Records from a dataset
'''
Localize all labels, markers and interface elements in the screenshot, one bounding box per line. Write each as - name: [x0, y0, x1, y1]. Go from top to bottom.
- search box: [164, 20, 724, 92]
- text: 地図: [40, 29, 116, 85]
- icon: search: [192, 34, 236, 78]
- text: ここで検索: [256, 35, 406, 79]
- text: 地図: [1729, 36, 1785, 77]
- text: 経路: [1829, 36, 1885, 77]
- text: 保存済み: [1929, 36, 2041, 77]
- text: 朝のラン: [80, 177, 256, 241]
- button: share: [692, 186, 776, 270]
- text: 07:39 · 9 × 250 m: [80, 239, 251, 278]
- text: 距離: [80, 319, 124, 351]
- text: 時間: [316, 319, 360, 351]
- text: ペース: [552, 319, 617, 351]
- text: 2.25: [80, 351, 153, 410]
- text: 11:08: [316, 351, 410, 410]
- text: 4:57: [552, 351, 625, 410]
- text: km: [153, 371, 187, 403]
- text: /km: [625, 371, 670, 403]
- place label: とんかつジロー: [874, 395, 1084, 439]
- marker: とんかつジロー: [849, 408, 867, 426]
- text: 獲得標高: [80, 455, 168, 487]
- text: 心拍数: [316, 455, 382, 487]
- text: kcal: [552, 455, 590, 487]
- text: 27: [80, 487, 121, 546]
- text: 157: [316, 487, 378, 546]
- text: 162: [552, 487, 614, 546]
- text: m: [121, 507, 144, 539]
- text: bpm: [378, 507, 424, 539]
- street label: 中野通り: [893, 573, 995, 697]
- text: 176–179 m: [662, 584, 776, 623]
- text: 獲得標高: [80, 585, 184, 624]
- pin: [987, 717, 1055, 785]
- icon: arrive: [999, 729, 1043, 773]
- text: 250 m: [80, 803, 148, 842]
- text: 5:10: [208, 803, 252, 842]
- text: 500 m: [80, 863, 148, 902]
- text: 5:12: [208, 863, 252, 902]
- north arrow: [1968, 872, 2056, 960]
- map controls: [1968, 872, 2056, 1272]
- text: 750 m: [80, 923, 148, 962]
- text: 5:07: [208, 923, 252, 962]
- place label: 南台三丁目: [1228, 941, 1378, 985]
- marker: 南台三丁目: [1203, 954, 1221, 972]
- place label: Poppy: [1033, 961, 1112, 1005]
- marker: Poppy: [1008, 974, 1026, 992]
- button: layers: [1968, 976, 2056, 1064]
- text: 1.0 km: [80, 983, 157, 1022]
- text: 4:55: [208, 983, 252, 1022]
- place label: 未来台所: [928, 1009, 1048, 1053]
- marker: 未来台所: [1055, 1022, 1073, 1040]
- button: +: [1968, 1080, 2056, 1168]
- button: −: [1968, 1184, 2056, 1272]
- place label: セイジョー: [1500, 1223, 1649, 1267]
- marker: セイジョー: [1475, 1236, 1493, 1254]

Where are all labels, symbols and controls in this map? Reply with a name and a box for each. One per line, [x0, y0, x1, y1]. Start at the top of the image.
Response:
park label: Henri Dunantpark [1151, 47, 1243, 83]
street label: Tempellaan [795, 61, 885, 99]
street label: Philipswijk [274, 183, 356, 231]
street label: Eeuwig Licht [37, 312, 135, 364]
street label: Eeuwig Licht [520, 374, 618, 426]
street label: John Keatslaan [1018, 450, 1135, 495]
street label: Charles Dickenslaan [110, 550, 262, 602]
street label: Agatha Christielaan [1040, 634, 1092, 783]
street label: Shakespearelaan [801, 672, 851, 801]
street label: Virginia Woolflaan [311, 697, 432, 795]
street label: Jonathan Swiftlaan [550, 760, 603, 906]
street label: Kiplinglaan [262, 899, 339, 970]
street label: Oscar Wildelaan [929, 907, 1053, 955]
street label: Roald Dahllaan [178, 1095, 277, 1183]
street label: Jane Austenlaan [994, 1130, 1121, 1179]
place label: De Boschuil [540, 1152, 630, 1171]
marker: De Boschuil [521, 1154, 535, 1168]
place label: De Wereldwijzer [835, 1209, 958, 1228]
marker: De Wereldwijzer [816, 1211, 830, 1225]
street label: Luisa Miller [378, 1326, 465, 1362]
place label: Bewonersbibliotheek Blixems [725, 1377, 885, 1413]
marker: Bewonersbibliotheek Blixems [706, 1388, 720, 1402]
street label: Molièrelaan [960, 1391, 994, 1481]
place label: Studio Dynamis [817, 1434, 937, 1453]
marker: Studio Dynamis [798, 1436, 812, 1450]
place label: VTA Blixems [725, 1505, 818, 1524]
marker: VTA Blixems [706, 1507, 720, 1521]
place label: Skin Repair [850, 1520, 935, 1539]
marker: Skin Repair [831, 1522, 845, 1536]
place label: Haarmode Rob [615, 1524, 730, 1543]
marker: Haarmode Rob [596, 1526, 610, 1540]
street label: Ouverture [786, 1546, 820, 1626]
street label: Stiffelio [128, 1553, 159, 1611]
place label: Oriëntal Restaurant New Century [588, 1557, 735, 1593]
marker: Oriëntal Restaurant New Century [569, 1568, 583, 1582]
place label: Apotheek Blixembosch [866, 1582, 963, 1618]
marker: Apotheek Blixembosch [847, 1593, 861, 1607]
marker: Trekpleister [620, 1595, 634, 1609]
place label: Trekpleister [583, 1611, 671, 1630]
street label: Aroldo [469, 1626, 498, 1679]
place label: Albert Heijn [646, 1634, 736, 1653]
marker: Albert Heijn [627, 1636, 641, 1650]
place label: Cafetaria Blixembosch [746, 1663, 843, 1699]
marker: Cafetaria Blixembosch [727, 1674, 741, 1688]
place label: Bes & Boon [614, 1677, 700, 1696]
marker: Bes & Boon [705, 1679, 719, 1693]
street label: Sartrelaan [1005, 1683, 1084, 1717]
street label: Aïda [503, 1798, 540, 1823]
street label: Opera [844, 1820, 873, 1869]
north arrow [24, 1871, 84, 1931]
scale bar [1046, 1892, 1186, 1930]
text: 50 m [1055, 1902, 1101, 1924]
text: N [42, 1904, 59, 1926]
'''
Problem
Word for word, set down all the lines above.

Result
Localize all labels, markers and interface elements in the screenshot, one bounding box per line. Write each as - name: [x0, y0, x1, y1]. Go from top to bottom.
- search box: [164, 20, 724, 92]
- text: 地図: [40, 29, 116, 85]
- icon: search: [192, 34, 236, 78]
- text: ここで検索: [256, 35, 406, 79]
- text: 地図: [1729, 36, 1785, 77]
- text: 経路: [1829, 36, 1885, 77]
- text: 保存済み: [1929, 36, 2041, 77]
- text: 朝のラン: [80, 177, 256, 241]
- button: share: [692, 186, 776, 270]
- text: 07:39 · 9 × 250 m: [80, 239, 251, 278]
- text: 距離: [80, 319, 124, 351]
- text: 時間: [316, 319, 360, 351]
- text: ペース: [552, 319, 617, 351]
- text: 2.25: [80, 351, 153, 410]
- text: 11:08: [316, 351, 410, 410]
- text: 4:57: [552, 351, 625, 410]
- text: km: [153, 371, 187, 403]
- text: /km: [625, 371, 670, 403]
- place label: とんかつジロー: [874, 395, 1084, 439]
- marker: とんかつジロー: [849, 408, 867, 426]
- text: 獲得標高: [80, 455, 168, 487]
- text: 心拍数: [316, 455, 382, 487]
- text: kcal: [552, 455, 590, 487]
- text: 27: [80, 487, 121, 546]
- text: 157: [316, 487, 378, 546]
- text: 162: [552, 487, 614, 546]
- text: m: [121, 507, 144, 539]
- text: bpm: [378, 507, 424, 539]
- street label: 中野通り: [893, 573, 995, 697]
- text: 176–179 m: [662, 584, 776, 623]
- text: 獲得標高: [80, 585, 184, 624]
- pin: [987, 717, 1055, 785]
- icon: arrive: [999, 729, 1043, 773]
- text: 250 m: [80, 803, 148, 842]
- text: 5:10: [208, 803, 252, 842]
- text: 500 m: [80, 863, 148, 902]
- text: 5:12: [208, 863, 252, 902]
- north arrow: [1968, 872, 2056, 960]
- map controls: [1968, 872, 2056, 1272]
- text: 750 m: [80, 923, 148, 962]
- text: 5:07: [208, 923, 252, 962]
- place label: 南台三丁目: [1228, 941, 1378, 985]
- marker: 南台三丁目: [1203, 954, 1221, 972]
- place label: Poppy: [1033, 961, 1112, 1005]
- marker: Poppy: [1008, 974, 1026, 992]
- button: layers: [1968, 976, 2056, 1064]
- text: 1.0 km: [80, 983, 157, 1022]
- text: 4:55: [208, 983, 252, 1022]
- place label: 未来台所: [928, 1009, 1048, 1053]
- marker: 未来台所: [1055, 1022, 1073, 1040]
- button: +: [1968, 1080, 2056, 1168]
- button: −: [1968, 1184, 2056, 1272]
- place label: セイジョー: [1500, 1223, 1649, 1267]
- marker: セイジョー: [1475, 1236, 1493, 1254]

Where are all labels, symbols and controls in this map? Reply with a name and a box for each. One per line, [x0, y0, x1, y1]. Start at the top of the image.
Response:
park label: Henri Dunantpark [1151, 47, 1243, 83]
street label: Tempellaan [795, 61, 885, 99]
street label: Philipswijk [274, 183, 356, 231]
street label: Eeuwig Licht [37, 312, 135, 364]
street label: Eeuwig Licht [520, 374, 618, 426]
street label: John Keatslaan [1018, 450, 1135, 495]
street label: Charles Dickenslaan [110, 550, 262, 602]
street label: Agatha Christielaan [1040, 634, 1092, 783]
street label: Shakespearelaan [801, 672, 851, 801]
street label: Virginia Woolflaan [311, 697, 432, 795]
street label: Jonathan Swiftlaan [550, 760, 603, 906]
street label: Kiplinglaan [262, 899, 339, 970]
street label: Oscar Wildelaan [929, 907, 1053, 955]
street label: Roald Dahllaan [178, 1095, 277, 1183]
street label: Jane Austenlaan [994, 1130, 1121, 1179]
place label: De Boschuil [540, 1152, 630, 1171]
marker: De Boschuil [521, 1154, 535, 1168]
place label: De Wereldwijzer [835, 1209, 958, 1228]
marker: De Wereldwijzer [816, 1211, 830, 1225]
street label: Luisa Miller [378, 1326, 465, 1362]
place label: Bewonersbibliotheek Blixems [725, 1377, 885, 1413]
marker: Bewonersbibliotheek Blixems [706, 1388, 720, 1402]
street label: Molièrelaan [960, 1391, 994, 1481]
place label: Studio Dynamis [817, 1434, 937, 1453]
marker: Studio Dynamis [798, 1436, 812, 1450]
place label: VTA Blixems [725, 1505, 818, 1524]
marker: VTA Blixems [706, 1507, 720, 1521]
place label: Skin Repair [850, 1520, 935, 1539]
marker: Skin Repair [831, 1522, 845, 1536]
place label: Haarmode Rob [615, 1524, 730, 1543]
marker: Haarmode Rob [596, 1526, 610, 1540]
street label: Ouverture [786, 1546, 820, 1626]
street label: Stiffelio [128, 1553, 159, 1611]
place label: Oriëntal Restaurant New Century [588, 1557, 735, 1593]
marker: Oriëntal Restaurant New Century [569, 1568, 583, 1582]
place label: Apotheek Blixembosch [866, 1582, 963, 1618]
marker: Apotheek Blixembosch [847, 1593, 861, 1607]
marker: Trekpleister [620, 1595, 634, 1609]
place label: Trekpleister [583, 1611, 671, 1630]
street label: Aroldo [469, 1626, 498, 1679]
place label: Albert Heijn [646, 1634, 736, 1653]
marker: Albert Heijn [627, 1636, 641, 1650]
place label: Cafetaria Blixembosch [746, 1663, 843, 1699]
marker: Cafetaria Blixembosch [727, 1674, 741, 1688]
place label: Bes & Boon [614, 1677, 700, 1696]
marker: Bes & Boon [705, 1679, 719, 1693]
street label: Sartrelaan [1005, 1683, 1084, 1717]
street label: Aïda [503, 1798, 540, 1823]
street label: Opera [844, 1820, 873, 1869]
north arrow [24, 1871, 84, 1931]
scale bar [1046, 1892, 1186, 1930]
text: 50 m [1055, 1902, 1101, 1924]
text: N [42, 1904, 59, 1926]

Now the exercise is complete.